AIM OF THE TASK: Some lines hold the string "places". Copy all of them from the material that follows.

***** GIVEN INFORMATION *****

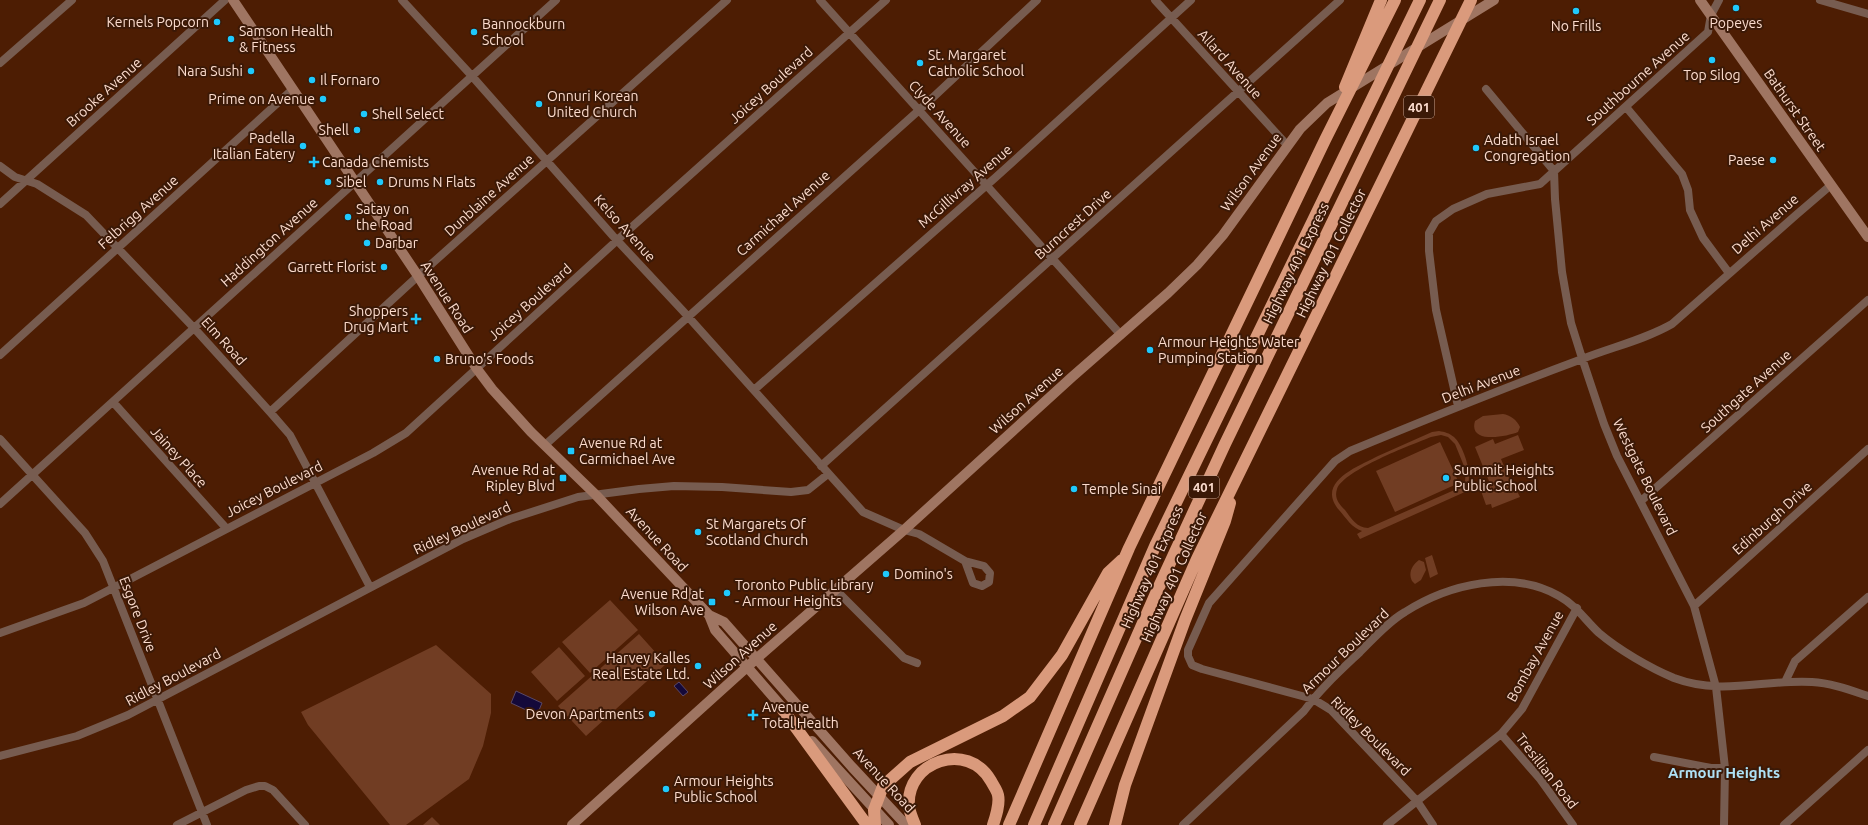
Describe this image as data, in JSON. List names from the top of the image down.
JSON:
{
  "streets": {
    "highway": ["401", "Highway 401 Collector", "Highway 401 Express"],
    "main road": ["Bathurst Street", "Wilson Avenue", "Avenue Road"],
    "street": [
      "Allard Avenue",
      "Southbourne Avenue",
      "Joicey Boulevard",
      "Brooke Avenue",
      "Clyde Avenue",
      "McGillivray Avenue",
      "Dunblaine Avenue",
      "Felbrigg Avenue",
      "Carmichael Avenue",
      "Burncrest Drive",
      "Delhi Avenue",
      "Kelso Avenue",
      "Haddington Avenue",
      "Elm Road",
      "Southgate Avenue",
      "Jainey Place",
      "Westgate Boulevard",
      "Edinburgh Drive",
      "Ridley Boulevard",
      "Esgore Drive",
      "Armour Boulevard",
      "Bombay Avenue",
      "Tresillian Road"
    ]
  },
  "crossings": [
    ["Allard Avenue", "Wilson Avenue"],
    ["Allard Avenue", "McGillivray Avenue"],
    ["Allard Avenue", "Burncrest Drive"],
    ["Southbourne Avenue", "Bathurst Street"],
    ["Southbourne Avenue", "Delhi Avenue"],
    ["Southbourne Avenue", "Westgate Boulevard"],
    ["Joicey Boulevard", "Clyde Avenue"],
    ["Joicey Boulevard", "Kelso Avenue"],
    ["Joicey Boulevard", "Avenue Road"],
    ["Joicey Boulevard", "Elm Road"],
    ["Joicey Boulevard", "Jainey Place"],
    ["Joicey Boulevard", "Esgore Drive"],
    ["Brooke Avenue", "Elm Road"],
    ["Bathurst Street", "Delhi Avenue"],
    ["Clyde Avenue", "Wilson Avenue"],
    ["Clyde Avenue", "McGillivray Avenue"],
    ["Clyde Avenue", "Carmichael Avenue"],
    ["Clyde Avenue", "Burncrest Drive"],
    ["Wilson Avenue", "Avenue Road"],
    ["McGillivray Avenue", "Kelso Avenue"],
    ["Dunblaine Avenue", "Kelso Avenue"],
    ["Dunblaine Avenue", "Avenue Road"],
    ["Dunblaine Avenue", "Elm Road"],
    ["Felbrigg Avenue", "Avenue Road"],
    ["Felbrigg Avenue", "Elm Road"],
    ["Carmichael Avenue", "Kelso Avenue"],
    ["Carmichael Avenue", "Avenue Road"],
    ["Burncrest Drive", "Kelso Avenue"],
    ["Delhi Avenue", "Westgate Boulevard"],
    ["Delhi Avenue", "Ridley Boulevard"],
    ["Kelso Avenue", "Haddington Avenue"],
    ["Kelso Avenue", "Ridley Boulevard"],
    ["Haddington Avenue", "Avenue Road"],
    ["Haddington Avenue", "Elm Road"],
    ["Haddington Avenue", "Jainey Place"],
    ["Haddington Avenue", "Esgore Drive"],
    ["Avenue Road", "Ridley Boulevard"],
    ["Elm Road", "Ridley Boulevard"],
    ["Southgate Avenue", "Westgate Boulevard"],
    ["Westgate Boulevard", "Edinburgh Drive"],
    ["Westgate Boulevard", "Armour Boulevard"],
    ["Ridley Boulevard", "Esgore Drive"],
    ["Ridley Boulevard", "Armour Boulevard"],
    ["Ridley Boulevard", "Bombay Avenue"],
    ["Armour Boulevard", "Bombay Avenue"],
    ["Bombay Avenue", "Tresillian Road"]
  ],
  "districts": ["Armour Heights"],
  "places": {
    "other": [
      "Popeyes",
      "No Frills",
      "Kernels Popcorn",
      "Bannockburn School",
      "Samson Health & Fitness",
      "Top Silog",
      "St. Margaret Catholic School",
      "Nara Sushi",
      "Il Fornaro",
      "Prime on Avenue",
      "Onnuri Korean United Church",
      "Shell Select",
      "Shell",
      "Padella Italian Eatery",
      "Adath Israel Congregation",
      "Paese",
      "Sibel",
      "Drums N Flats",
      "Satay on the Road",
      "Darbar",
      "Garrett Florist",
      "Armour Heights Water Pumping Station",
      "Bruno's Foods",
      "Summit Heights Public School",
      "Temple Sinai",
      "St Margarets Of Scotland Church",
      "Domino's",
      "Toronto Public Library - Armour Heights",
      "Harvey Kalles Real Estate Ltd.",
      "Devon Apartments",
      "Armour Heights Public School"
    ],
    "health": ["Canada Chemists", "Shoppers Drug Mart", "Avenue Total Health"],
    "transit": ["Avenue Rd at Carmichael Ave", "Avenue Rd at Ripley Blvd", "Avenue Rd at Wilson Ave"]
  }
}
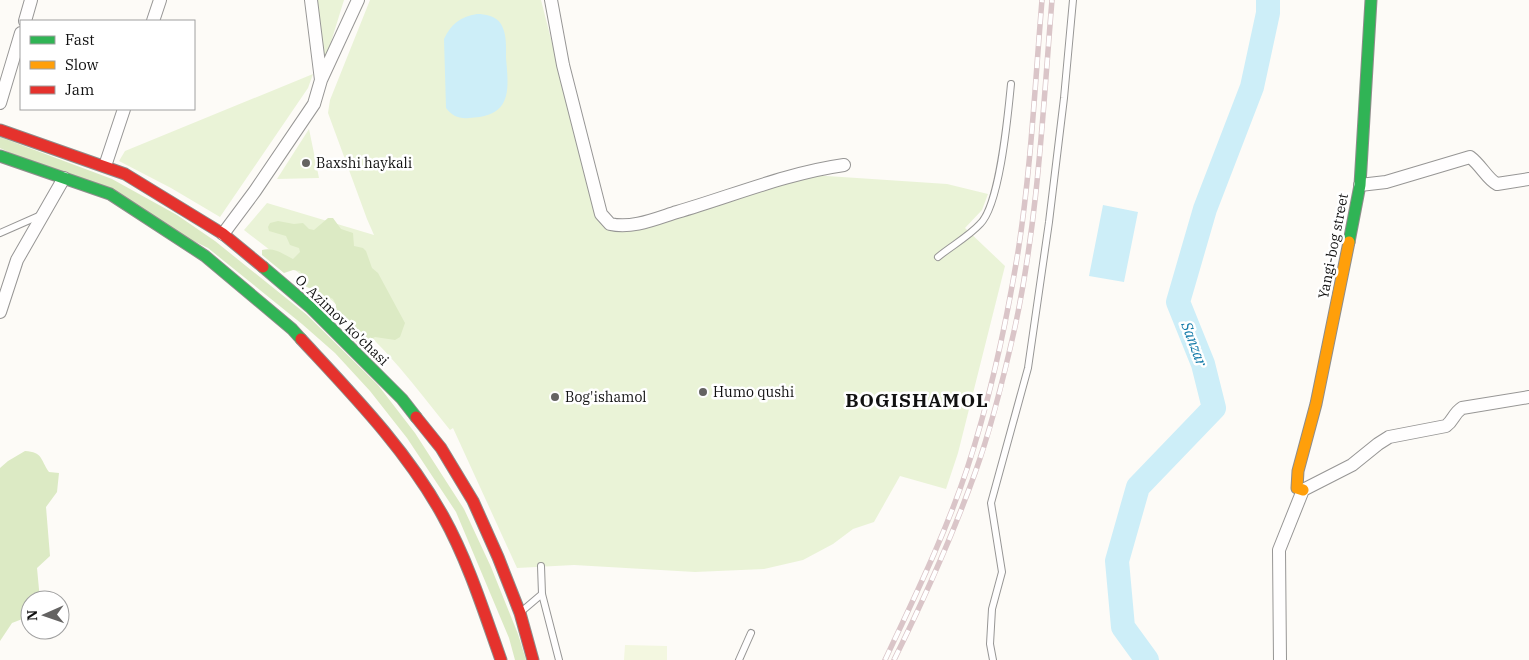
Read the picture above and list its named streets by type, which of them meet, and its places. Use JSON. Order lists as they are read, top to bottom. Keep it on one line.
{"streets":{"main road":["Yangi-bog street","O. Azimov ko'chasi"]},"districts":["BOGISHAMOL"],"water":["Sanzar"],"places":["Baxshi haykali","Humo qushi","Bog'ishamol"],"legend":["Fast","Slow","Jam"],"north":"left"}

*****

OUTPUT BELOW:
  "places": {
Read the picture above and list its named streets by type, which of them meet, and its places. Use JSON. Order lists as they are read, top to bottom. Keep it on one line.
{"streets":{"main road":["Yangi-bog street","O. Azimov ko'chasi"]},"districts":["BOGISHAMOL"],"water":["Sanzar"],"places":["Baxshi haykali","Humo qushi","Bog'ishamol"],"legend":["Fast","Slow","Jam"],"north":"left"}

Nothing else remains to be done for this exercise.